◆ **Task item**: Where in the records does the word "body" occur? Copy each line in which it does.

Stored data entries

BEGIN

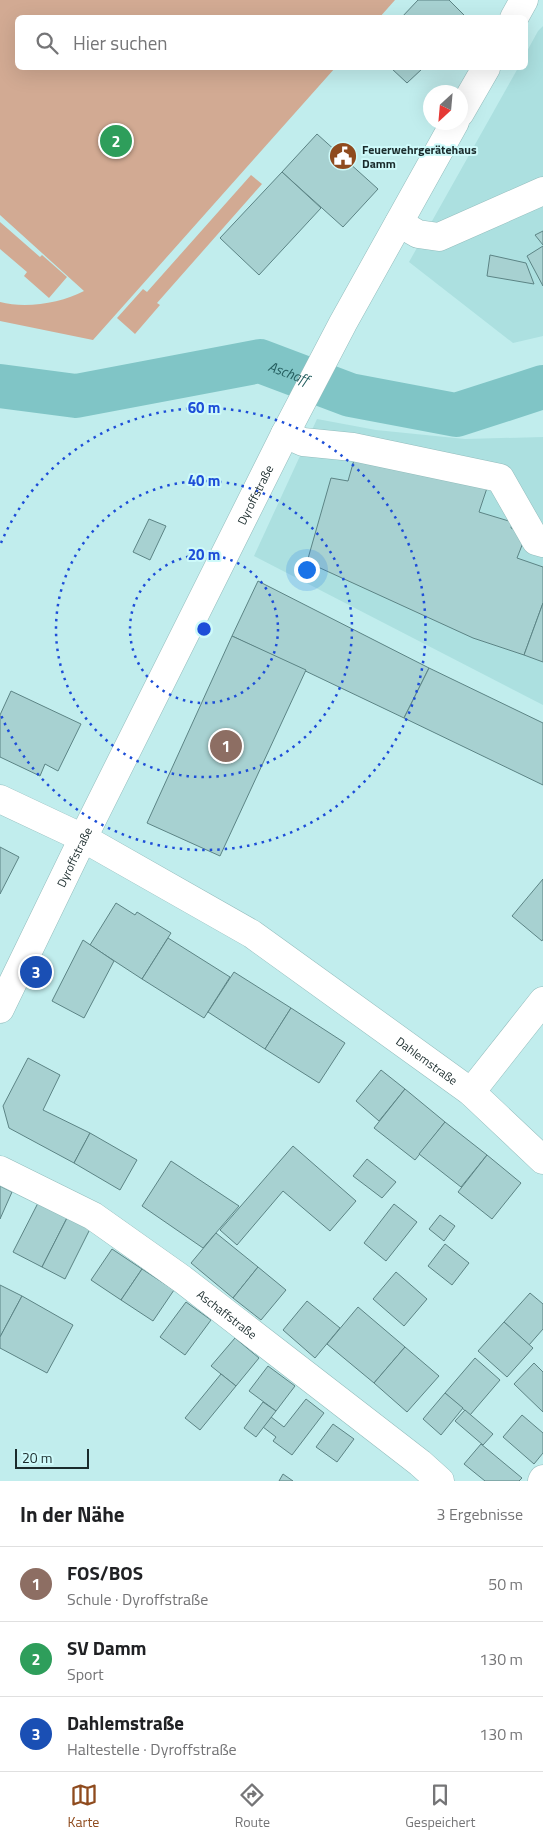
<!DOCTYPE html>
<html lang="de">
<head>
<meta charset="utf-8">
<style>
  :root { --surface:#fff; --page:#f2f2f2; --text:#202124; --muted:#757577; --line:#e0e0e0; --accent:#8f4b1e }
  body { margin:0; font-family:"Titillium Web",sans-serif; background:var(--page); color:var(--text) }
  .compass { position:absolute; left:423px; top:85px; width:45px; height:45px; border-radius:50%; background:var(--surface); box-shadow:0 5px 20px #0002; rotate:206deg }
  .scale { position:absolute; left:15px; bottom:12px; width:74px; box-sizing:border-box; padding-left:5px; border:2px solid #1a2b2c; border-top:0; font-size:14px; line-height:18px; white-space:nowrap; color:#1a2b2c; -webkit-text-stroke:4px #cefafa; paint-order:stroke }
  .you { position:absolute; left:306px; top:569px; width:18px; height:18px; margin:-12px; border:4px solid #fff; border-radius:50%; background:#1a73e8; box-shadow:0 0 0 8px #1a73e833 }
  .badge { display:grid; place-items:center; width:32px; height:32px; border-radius:50%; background:var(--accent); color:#fff; font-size:16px; font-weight:700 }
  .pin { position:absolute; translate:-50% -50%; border:2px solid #fff; box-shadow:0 1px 5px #0006 }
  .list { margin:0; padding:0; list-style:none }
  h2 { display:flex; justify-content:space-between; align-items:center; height:65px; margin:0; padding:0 20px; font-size:21px }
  h2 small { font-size:16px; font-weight:400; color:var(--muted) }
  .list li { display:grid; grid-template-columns:32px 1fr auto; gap:15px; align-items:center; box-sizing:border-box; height:75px; padding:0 20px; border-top:1px solid var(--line) }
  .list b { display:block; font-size:19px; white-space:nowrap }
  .list p { margin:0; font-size:16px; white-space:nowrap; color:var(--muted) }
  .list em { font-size:16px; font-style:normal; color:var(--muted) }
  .icon { flex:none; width:28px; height:28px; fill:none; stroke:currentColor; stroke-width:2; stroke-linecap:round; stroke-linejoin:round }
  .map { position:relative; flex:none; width:543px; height:1481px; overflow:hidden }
  .search { position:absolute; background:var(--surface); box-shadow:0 5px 20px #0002; left:15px; right:15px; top:15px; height:55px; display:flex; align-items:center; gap:12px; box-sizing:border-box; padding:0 18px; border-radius:8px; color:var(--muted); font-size:19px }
  .sheet { height:290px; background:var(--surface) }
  nav { display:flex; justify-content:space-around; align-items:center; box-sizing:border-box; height:70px; border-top:1px solid var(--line); background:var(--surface); font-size:14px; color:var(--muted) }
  nav a { display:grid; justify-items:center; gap:2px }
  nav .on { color:var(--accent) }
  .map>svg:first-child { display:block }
  .built { fill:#ace0e0 }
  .green { fill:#d2aa93 }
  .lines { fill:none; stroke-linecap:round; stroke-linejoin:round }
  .river { stroke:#80c5c6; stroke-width:44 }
  .building { fill:#a7d1d1; stroke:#5c8485 }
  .minor-casing { stroke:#93bdbd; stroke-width:29 }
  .major-casing { stroke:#93bdbd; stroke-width:29 }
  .minor { stroke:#fff; stroke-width:28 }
  .major { stroke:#fff; stroke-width:28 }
  .ring { fill:none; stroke:#1d4ed8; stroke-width:2.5; stroke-dasharray:2.5 5 }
  .labels { text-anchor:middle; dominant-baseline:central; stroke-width:4; stroke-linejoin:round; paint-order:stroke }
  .poi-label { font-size:12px; font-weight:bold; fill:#1a2b2c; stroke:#cefafa; text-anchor:start }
  .street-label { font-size:12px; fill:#1a2b2c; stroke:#cefafa }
  .water-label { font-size:14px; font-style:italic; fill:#245e5f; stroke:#cefafa }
  .centre { fill:#1d4ed8; stroke:#cefafa; stroke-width:2.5 }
  .ring-label { font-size:15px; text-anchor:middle; font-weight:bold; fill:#1d4ed8; stroke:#cefafa; stroke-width:4; stroke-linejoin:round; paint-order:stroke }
</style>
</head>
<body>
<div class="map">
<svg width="543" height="1481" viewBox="0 0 543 1481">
  <rect width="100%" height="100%" fill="#c1eded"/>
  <!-- built -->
  <g class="built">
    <polygon points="543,26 543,336 513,343 409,262 518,68 526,68 526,53 538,31"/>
    <polygon points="317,419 376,430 465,439 543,437 543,705 254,556"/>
  </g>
  <!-- green -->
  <g class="green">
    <path d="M 0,0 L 395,0 L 379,18 L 18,18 L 18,68 L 335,68 L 93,340 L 0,321 L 0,302 C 26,309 61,303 84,291 L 0,215 Z"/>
    <polygon points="251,175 262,184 157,303 160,305 135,334 117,318 143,289 147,292"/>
    <polygon points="0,222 40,257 42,255 67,277 49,298 24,276 27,272 0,249"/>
  </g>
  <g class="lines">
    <!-- river -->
    <path class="river" id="s1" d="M 0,386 L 76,396 L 260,361 L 350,395 L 456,415 L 543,387"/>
  </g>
  <!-- building -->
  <g class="building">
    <polygon points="418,0 449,0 467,18 401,18"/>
    <polygon points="391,68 423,68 407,83"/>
    <polygon points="317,134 378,189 343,227 282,172"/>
    <polygon points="282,172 321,208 259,275 220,238"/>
    <polygon points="543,231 543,245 535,235"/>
    <polygon points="543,246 543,286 527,256"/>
    <polygon points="490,255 526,263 534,284 487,276"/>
    <polygon points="356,453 488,485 479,512 512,522 511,528 526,535 517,558 543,567 543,603 524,655 473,638 307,562 331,478 348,481"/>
    <polygon points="149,519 166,526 150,560 133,552"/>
    <polygon points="258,581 429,668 404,718 232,636"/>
    <polygon points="543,603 543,662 524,655"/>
    <polygon points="232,636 306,670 220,856 147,823"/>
    <polygon points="429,668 543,723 543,785 404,718"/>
    <polygon points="11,691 81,724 58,771 45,764 40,776 0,757 0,715"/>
    <polygon points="0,847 19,857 0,894"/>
    <polygon points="543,879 543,939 542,941 512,916"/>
    <polygon points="116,903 135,915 137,912 171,933 142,979 90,945"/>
    <polygon points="168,938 230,977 204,1018 142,979"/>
    <polygon points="83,940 114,961 84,1018 52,1001"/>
    <polygon points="234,972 291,1008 265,1049 208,1012"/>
    <polygon points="291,1008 345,1043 319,1083 265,1049"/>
    <polygon points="28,1058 60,1075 43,1110 90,1133 74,1163 9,1128 3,1106"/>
    <polygon points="381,1070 405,1089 379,1121 356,1101"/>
    <polygon points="405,1089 445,1122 415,1160 374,1128"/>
    <polygon points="445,1122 487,1155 461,1187 419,1154"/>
    <polygon points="90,1133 137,1160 120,1190 74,1163"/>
    <polygon points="293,1146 356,1201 330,1231 283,1191 237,1245 220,1230"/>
    <polygon points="487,1155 521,1183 492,1219 458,1192"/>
    <polygon points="367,1159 396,1182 382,1198 353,1176"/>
    <polygon points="171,1161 239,1206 203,1248 142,1206"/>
    <polygon points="0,1186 12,1192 0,1219"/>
    <polygon points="38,1203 67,1218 42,1267 13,1252"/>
    <polygon points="394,1204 417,1222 386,1261 364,1243"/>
    <polygon points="440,1215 455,1226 444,1241 429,1229"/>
    <polygon points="67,1218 90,1229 65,1279 42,1267"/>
    <polygon points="216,1233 258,1267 233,1298 191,1263"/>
    <polygon points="445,1244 469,1263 452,1285 428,1266"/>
    <polygon points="112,1249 142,1269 121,1300 91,1280"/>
    <polygon points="258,1267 286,1290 261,1320 233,1298"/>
    <polygon points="142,1269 174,1290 153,1321 121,1300"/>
    <polygon points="396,1272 427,1299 404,1326 373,1299"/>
    <polygon points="0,1285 22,1296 0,1337"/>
    <polygon points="530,1293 543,1304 543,1329 529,1345 504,1322"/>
    <polygon points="22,1296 73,1325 47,1373 0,1348 0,1337"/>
    <polygon points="307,1301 340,1328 315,1358 283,1330"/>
    <polygon points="186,1302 211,1320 185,1355 160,1337"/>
    <polygon points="358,1307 405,1347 374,1383 327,1344"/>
    <polygon points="504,1322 533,1348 507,1377 478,1351"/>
    <polygon points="235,1338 259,1358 236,1386 211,1366"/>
    <polygon points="405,1347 439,1376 407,1412 374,1383"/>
    <polygon points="475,1358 500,1380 470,1415 445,1393"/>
    <polygon points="534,1363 543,1372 543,1412 514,1384"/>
    <polygon points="268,1366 295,1386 276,1411 249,1391"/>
    <polygon points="221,1374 236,1386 200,1430 185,1418"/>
    <polygon points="445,1393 463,1408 441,1435 423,1419"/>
    <polygon points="306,1399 324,1413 292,1455 273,1441 276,1437 263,1427 271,1417 284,1427"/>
    <polygon points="263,1402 276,1411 256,1437 244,1428"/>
    <polygon points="465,1410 493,1434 483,1445 455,1421"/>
    <polygon points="522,1415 543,1433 543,1453 534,1464 503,1437"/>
    <polygon points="333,1424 354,1439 337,1462 316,1447"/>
    <polygon points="481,1444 522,1478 519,1481 485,1481 464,1464"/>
    <polygon points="283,1474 293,1481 279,1481"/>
  </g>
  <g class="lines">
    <defs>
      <g id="minor">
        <polyline points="399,223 418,234 439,237 543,191"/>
        <polyline points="285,434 303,442 353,447 500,478 536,541 543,543"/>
        <path id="s2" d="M 0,799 L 83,838 L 252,934 L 471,1092 L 543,1160"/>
        <polyline points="471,1092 543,1001"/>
        <path id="s3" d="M 0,1170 L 93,1216 L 182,1279 L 420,1463 L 440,1481"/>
        <polyline points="542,1481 543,1479"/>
      </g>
      <g id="major">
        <polyline points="514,18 524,0"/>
        <polyline points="460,113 486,68"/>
        <path id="s4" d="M 0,1009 L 83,838 L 285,434 L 343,323 L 455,122"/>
      </g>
    </defs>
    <!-- minor casing -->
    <use href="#minor" class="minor-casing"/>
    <!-- major casing -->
    <use href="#major" class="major-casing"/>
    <!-- minor -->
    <use href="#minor" class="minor"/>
    <!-- major -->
    <use href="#major" class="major"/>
  </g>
  <!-- distance rings -->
  <g class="ring">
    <circle cx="204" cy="629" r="74"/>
    <circle cx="204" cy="629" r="148"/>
    <path d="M1 543A221 221 0 1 1 1 715"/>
  </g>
  <!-- icons -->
  <defs>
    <symbol id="civic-disc" viewBox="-11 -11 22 22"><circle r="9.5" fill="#8f4b1e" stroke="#cefafa"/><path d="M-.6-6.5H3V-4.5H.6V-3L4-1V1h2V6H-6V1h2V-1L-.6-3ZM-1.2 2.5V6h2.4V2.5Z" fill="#fff"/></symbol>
  </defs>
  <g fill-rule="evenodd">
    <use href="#civic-disc" x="327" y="140" width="32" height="32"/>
  </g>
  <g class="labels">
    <!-- poi labels -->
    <g class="poi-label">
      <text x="362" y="149">Feuerwehrgerätehaus<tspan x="362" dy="14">Damm</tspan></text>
    </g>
    <!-- street labels -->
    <g class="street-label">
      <text stroke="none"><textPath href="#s4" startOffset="574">Dyroffstraße</textPath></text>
      <text stroke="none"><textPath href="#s4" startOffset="169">Dyroffstraße</textPath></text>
      <text stroke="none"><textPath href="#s2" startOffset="502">Dahlemstraße</textPath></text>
      <text stroke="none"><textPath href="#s3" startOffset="270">Aschaffstraße</textPath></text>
    </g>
    <!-- water labels -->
    <g class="water-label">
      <text stroke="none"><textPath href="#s1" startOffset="295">Aschaff</textPath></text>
    </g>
  </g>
  <circle cx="204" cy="629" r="8" class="centre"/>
  <g class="ring-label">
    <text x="204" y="413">60 m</text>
    <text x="204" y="486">40 m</text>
    <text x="204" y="560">20 m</text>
  </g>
</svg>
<svg class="compass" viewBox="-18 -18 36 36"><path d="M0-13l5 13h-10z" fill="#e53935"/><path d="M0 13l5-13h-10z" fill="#757577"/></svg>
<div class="scale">20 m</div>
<div class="you"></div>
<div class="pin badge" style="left:226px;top:746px;background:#8d6e63">1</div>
<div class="pin badge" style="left:116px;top:141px;background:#2e9e5b">2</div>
<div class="pin badge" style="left:36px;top:972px;background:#1a4fb4">3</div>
<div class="search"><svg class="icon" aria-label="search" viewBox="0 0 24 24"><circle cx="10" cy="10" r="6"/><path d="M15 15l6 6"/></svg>Hier suchen</div>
</div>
<section class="sheet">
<h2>In der Nähe<small>3 Ergebnisse</small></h2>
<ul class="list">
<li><span class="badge" style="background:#8d6e63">1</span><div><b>FOS/BOS</b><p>Schule · Dyroffstraße</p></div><em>50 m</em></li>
<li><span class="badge" style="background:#2e9e5b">2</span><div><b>SV Damm</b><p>Sport</p></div><em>130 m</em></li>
<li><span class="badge" style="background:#1a4fb4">3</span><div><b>Dahlemstraße</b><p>Haltestelle · Dyroffstraße</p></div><em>130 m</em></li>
</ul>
</section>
<nav>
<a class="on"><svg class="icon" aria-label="map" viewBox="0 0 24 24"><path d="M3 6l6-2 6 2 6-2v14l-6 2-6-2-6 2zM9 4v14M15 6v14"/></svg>Karte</a>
<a><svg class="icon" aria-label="directions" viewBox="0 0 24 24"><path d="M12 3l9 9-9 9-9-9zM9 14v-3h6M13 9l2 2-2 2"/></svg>Route</a>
<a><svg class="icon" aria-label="saved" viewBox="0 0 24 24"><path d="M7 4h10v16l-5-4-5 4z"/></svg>Gespeichert</a>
</nav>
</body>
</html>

END

◆ **Output**:
  body { margin:0; font-family:"Titillium Web",sans-serif; background:var(--page); color:var(--text) }
<body>
</body>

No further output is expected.